The lamplight guttered as the night deepened. Cole finally pushed himself to his feet, shoulders heavy. He banked the fire in the hearth and crossed to the small table where Benjamin had left the folded bills. He stared at them for a long time.
Money enough to hire help, Benjamin had said. A cook, someone steady. Someone who might bring life back into this place.
His jaw tightened. “Who’d come? Who’d dare?”
Duke thumped his tail against the floor, as if volunteering.
Cole gave a faint huff. “Reckon you’d burn the biscuits same as I would.”
He tucked the money into a drawer, shut it firmly, and turned away.
Sleep would not come again, he knew. Instead, he strode into the adjoining room—the library, its shelves still miraculously spared from the fire. Rows of leather spines greeted him, books collected by his father and sister, books he still read by lamplight when memories grew too sharp.
He ran a finger over a charred edge of one volume, heart tightening. It reminded him of the girl again—how she had carried a book in her basket, hidden beneath her herbs. A reader, like his sister had been. Like him.

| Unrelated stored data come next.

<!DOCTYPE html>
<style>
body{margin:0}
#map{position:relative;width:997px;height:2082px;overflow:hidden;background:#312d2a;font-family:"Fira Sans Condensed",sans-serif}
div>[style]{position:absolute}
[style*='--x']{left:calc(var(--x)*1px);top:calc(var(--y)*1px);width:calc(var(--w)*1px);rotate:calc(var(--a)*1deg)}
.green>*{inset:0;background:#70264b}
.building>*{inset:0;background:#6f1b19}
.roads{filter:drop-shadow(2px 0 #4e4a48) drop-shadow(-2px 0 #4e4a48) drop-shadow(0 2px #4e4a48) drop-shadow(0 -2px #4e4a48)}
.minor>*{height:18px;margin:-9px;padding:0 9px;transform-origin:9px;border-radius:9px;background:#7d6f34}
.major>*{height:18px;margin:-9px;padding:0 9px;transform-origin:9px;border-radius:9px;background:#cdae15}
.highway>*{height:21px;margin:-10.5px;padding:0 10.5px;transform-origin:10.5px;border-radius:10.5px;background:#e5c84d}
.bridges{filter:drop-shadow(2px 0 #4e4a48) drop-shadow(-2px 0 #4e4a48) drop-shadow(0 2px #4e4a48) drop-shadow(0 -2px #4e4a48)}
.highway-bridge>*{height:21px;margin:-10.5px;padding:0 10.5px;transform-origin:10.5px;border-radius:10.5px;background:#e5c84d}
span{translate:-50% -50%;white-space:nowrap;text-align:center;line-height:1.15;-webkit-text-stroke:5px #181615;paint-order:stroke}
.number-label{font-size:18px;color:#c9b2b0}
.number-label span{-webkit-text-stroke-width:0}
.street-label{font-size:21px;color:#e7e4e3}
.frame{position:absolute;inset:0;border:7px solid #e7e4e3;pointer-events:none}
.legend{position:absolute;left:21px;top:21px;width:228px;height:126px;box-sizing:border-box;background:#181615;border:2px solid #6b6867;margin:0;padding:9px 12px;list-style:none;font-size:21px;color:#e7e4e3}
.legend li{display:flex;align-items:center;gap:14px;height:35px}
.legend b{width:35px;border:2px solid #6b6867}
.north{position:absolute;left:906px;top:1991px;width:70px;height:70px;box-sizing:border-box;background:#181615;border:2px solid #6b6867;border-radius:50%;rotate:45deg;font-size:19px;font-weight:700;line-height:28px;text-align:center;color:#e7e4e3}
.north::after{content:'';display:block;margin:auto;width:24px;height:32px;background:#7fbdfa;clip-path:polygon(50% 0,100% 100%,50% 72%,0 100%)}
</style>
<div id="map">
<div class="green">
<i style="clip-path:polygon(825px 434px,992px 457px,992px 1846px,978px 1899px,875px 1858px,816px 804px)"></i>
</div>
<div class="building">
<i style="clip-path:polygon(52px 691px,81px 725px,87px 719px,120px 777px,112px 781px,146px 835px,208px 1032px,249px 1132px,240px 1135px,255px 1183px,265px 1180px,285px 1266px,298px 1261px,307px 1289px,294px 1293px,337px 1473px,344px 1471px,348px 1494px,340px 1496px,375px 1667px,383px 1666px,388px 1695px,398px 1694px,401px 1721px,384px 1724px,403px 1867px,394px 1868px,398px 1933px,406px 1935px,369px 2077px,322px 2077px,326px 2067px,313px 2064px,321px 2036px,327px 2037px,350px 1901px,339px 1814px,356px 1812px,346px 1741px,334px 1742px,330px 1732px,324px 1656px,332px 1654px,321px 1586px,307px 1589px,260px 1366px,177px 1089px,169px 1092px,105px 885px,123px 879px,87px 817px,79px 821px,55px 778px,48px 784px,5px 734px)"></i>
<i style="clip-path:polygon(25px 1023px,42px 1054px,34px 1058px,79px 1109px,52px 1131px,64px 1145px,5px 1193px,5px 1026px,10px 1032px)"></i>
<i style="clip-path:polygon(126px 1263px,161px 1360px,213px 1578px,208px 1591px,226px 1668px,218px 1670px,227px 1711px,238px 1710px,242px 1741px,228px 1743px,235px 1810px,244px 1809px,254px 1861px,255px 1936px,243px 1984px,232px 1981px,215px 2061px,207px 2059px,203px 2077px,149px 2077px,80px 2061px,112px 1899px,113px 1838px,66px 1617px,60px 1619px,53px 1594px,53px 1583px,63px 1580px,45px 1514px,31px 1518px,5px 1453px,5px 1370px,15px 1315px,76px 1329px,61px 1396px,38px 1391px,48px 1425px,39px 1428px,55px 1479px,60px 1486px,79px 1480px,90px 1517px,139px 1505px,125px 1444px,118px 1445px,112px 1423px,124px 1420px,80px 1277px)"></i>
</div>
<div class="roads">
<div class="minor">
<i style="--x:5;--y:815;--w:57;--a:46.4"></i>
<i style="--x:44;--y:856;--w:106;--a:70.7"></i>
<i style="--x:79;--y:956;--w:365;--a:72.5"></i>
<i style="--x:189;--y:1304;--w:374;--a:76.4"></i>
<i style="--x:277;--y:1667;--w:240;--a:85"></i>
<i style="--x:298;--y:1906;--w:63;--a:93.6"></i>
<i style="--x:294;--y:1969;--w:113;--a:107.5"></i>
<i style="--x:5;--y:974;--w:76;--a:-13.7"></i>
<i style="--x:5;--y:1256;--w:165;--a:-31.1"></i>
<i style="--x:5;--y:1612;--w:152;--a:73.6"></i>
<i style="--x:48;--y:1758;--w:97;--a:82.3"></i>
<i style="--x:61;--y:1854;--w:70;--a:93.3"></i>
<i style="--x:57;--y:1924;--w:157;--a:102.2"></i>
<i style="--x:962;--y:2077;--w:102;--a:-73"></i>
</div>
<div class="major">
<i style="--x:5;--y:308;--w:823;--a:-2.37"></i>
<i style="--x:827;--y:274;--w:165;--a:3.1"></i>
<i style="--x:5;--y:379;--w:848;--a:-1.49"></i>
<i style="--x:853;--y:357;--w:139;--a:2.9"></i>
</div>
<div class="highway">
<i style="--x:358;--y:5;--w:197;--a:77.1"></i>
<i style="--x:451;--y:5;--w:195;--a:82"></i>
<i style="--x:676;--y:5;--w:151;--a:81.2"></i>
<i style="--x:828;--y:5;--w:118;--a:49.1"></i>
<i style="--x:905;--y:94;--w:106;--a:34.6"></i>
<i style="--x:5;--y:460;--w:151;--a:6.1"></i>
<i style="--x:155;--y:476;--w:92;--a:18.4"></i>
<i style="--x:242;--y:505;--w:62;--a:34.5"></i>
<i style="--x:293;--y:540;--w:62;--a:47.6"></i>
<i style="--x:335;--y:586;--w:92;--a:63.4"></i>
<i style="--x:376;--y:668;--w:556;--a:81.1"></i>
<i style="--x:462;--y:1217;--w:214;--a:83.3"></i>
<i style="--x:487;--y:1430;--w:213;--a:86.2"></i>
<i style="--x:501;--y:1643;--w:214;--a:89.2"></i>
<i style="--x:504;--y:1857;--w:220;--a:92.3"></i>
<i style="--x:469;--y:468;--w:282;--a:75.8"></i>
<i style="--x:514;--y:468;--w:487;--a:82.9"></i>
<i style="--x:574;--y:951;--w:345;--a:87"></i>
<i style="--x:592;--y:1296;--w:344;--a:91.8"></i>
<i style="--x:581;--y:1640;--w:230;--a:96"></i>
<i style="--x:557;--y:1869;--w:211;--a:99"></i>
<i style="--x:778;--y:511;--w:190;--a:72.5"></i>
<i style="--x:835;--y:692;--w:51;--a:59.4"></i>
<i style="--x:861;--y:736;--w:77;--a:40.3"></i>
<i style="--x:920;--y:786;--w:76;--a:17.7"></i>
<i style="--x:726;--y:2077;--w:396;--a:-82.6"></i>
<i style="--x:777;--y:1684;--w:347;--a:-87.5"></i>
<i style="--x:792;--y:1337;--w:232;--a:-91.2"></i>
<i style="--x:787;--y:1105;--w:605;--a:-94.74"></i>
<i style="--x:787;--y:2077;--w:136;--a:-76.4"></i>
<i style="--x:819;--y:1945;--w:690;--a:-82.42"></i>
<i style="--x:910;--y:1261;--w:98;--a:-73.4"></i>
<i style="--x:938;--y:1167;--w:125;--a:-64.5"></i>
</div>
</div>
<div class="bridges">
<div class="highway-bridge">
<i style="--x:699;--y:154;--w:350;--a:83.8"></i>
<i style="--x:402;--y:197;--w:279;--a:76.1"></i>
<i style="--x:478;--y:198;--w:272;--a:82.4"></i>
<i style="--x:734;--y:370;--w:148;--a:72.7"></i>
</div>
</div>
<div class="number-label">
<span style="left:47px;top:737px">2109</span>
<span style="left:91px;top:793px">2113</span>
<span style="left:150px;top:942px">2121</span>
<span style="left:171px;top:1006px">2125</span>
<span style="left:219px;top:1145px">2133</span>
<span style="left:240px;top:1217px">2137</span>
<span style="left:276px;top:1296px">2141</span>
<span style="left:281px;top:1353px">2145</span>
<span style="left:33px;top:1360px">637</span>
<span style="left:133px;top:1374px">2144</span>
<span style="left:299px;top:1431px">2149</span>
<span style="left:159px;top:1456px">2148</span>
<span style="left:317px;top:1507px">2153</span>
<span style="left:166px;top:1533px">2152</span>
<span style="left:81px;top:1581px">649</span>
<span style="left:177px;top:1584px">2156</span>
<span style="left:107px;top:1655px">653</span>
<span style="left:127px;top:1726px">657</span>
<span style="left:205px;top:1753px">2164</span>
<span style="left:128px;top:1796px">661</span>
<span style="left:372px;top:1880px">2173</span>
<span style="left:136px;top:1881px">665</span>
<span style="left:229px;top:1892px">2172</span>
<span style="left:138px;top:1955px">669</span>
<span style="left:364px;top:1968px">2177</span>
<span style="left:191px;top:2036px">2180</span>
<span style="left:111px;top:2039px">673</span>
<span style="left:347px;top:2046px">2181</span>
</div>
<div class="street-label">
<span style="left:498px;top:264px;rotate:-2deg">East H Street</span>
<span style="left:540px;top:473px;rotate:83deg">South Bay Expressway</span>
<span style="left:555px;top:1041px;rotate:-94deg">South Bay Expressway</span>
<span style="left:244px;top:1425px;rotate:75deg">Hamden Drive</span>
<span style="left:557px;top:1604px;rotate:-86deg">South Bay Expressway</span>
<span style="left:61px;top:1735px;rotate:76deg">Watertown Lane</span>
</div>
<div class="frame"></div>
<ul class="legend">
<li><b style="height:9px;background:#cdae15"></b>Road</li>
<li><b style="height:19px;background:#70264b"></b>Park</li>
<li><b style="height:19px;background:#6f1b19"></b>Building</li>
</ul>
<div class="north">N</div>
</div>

“Green-eyed girl with a book,” he murmured, voice low. “That’s trouble.”
Duke followed, circling once before lying at the hearth.
Cole sank into the worn chair, the one piece of furniture he hadn’t replaced. He opened a book at random but found the words blurring. His thoughts tangled back to Millie’s face, to the way she had lifted her chin when she spoke, unafraid.
He closed the book with a snap, pressing it shut against the pull in his chest.
“No.” His voice carried harshly in the empty room. “I’ll not go down that road again. Not for her. Not for anyone.”
The house seemed to disagree, its silence pressing in until the creak of timbers sounded almost like an answer.
Duke lifted his head, eyes steady on him.
Cole swallowed hard, then leaned back in the chair, gaze fixed on the dark window. Out there stretched the meadow, the cottonwoods, the trail where he had met her.
A chance meeting, he told himself. Nothing more.
Yet his scar itched again, not from guilt this time but from the memory of her gaze—clear, kind, and unflinching.
He whispered into the emptiness, barely more than breath, “Why’d you have to smile?”
Duke gave a soft whine, then rested his head back on his paws.
Cole sat in the half-burned house, haunted by fire and ghosts, but for the first time in years, something else kept him awake: the echo of a green-eyed girl’s smile, and the dangerous spark of wanting more.